TASK GOAL.
Only the number should be given: how many lines below contain "canvas".

Records from a data collection:
■ ■ ■

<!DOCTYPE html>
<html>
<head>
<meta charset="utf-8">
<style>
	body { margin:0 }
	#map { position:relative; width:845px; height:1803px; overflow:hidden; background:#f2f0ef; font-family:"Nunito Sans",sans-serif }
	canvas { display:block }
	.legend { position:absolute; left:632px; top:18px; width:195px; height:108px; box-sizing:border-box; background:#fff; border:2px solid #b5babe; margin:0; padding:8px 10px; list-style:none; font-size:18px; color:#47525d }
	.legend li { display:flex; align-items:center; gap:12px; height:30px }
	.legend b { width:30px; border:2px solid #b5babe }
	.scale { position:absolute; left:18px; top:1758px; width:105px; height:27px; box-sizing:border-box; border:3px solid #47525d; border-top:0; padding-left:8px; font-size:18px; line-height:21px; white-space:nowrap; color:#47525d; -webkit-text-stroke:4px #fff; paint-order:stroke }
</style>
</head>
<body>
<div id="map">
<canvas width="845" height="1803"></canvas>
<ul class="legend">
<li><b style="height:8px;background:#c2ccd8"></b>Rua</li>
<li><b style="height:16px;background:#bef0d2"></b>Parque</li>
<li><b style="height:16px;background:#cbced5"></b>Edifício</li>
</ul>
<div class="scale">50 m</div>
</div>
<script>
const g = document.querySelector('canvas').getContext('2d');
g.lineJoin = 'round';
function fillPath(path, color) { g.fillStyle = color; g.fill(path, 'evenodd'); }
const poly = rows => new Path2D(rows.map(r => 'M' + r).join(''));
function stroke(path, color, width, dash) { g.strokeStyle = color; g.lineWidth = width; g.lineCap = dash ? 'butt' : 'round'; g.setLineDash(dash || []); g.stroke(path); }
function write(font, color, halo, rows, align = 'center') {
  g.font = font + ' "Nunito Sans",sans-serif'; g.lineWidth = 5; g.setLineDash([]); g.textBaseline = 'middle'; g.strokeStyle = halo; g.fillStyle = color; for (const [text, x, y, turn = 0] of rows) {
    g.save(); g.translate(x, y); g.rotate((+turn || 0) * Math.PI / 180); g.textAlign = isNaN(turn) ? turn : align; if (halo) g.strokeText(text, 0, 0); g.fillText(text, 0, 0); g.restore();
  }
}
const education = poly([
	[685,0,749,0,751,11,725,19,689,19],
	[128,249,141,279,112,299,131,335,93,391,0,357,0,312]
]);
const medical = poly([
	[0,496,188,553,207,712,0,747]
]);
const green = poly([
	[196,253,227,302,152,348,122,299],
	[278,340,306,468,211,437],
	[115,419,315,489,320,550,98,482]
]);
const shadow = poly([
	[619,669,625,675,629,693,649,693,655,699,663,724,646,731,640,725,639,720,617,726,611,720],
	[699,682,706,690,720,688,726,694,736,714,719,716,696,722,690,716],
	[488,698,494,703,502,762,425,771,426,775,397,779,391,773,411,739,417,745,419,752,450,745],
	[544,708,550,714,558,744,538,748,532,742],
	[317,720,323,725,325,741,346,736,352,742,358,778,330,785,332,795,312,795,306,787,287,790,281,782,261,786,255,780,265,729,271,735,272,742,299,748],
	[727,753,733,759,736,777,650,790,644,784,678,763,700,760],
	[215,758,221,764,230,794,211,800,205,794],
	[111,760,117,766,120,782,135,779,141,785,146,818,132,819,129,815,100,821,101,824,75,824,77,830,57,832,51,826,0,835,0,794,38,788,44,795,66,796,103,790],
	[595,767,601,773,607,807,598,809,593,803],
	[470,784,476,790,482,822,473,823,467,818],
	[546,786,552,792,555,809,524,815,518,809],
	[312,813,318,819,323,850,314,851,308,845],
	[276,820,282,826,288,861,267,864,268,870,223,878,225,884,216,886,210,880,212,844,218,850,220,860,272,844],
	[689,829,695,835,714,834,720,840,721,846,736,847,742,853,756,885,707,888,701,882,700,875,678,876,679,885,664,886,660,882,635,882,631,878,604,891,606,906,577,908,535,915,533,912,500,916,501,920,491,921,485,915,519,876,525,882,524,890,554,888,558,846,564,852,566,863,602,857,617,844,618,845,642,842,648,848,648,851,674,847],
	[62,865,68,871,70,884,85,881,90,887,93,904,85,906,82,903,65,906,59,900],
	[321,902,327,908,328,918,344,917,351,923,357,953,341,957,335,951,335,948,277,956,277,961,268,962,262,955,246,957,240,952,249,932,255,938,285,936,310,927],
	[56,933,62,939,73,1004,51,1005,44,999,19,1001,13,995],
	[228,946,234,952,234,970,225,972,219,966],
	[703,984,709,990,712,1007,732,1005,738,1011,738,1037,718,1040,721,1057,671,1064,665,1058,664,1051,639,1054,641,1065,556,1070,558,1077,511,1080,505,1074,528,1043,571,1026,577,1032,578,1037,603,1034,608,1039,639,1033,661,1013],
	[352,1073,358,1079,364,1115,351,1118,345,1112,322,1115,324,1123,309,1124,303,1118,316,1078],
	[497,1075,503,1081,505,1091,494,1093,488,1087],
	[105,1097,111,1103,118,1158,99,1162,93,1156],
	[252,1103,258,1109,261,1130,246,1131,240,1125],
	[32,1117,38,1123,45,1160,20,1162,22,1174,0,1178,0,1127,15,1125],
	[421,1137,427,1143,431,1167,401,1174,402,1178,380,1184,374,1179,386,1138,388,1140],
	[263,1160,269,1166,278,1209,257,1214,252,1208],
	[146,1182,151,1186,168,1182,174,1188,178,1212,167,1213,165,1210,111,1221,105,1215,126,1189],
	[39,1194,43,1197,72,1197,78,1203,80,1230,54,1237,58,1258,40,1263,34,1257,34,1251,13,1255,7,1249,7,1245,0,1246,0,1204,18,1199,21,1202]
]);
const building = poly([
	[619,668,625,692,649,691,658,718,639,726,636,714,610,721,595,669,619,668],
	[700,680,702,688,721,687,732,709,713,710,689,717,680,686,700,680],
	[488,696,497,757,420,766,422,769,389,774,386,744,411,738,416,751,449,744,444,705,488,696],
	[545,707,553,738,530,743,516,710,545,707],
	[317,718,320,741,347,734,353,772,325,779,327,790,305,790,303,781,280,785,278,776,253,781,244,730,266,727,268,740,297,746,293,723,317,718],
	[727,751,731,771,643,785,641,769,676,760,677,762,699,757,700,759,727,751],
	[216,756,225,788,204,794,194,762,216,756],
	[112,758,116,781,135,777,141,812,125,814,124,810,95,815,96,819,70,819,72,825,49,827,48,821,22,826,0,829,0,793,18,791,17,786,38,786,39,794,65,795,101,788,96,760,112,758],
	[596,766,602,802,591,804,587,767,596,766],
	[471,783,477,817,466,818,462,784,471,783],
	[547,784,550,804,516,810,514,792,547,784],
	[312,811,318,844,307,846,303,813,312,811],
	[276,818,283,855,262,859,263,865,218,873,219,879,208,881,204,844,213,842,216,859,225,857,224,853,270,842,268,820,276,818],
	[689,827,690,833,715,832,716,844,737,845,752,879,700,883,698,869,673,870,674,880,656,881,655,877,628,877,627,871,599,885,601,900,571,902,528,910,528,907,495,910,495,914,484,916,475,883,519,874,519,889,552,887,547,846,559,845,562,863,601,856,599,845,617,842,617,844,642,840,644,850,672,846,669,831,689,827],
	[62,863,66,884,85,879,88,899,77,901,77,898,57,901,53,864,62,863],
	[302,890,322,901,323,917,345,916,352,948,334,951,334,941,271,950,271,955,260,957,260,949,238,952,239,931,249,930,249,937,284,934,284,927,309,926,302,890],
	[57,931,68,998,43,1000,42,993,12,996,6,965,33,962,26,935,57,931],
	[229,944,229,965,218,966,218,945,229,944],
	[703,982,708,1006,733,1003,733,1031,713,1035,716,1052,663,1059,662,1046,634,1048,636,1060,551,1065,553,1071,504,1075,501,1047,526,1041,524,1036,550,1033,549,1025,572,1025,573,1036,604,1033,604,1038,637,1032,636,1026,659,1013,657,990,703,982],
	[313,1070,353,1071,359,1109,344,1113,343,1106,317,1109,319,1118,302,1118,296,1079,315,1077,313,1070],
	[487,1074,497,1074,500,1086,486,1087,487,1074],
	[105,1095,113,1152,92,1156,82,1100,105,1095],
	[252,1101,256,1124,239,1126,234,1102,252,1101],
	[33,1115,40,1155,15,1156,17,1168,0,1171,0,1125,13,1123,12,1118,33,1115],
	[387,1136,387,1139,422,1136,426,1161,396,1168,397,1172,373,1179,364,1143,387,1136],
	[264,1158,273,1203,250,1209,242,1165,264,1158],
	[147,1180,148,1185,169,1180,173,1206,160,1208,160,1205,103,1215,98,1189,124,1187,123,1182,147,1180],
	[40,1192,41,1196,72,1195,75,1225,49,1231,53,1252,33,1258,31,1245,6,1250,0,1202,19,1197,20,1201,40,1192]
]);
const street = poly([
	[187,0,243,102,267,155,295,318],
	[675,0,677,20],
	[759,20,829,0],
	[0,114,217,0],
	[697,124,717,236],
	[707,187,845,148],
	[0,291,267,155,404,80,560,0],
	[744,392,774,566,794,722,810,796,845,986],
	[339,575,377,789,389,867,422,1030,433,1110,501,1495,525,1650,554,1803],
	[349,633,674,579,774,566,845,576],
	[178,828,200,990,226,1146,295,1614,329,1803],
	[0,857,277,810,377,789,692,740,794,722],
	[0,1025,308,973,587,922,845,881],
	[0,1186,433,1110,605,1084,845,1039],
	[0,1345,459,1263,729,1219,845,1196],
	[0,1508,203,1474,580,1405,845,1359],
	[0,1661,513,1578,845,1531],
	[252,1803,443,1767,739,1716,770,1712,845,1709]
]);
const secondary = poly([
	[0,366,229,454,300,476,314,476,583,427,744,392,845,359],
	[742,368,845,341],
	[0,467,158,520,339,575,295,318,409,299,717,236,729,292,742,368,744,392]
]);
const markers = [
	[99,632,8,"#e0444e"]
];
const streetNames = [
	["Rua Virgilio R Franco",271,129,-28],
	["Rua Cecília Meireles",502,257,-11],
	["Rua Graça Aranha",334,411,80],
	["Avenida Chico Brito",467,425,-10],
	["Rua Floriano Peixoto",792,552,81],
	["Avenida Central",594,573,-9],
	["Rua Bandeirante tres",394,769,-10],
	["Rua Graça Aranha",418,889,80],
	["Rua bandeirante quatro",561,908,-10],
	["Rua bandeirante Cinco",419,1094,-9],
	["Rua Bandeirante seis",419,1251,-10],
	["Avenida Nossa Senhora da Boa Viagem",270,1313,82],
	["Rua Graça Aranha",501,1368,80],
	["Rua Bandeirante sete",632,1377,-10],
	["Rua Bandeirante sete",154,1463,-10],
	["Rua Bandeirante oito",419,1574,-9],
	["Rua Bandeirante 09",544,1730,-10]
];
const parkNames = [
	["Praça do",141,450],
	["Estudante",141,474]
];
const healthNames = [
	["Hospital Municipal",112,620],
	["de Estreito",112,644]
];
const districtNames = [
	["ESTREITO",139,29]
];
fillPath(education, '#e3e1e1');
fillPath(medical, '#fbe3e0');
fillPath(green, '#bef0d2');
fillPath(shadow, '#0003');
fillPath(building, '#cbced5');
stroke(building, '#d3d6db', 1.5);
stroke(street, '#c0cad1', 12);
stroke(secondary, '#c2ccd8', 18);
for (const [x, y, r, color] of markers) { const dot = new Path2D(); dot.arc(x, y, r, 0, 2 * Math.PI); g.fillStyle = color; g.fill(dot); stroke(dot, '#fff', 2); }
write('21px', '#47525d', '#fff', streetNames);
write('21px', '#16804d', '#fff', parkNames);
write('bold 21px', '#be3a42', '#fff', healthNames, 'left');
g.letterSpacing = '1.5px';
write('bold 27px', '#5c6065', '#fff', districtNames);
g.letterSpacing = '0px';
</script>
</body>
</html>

■ ■ ■

ANSWER TO THIS TASK.
3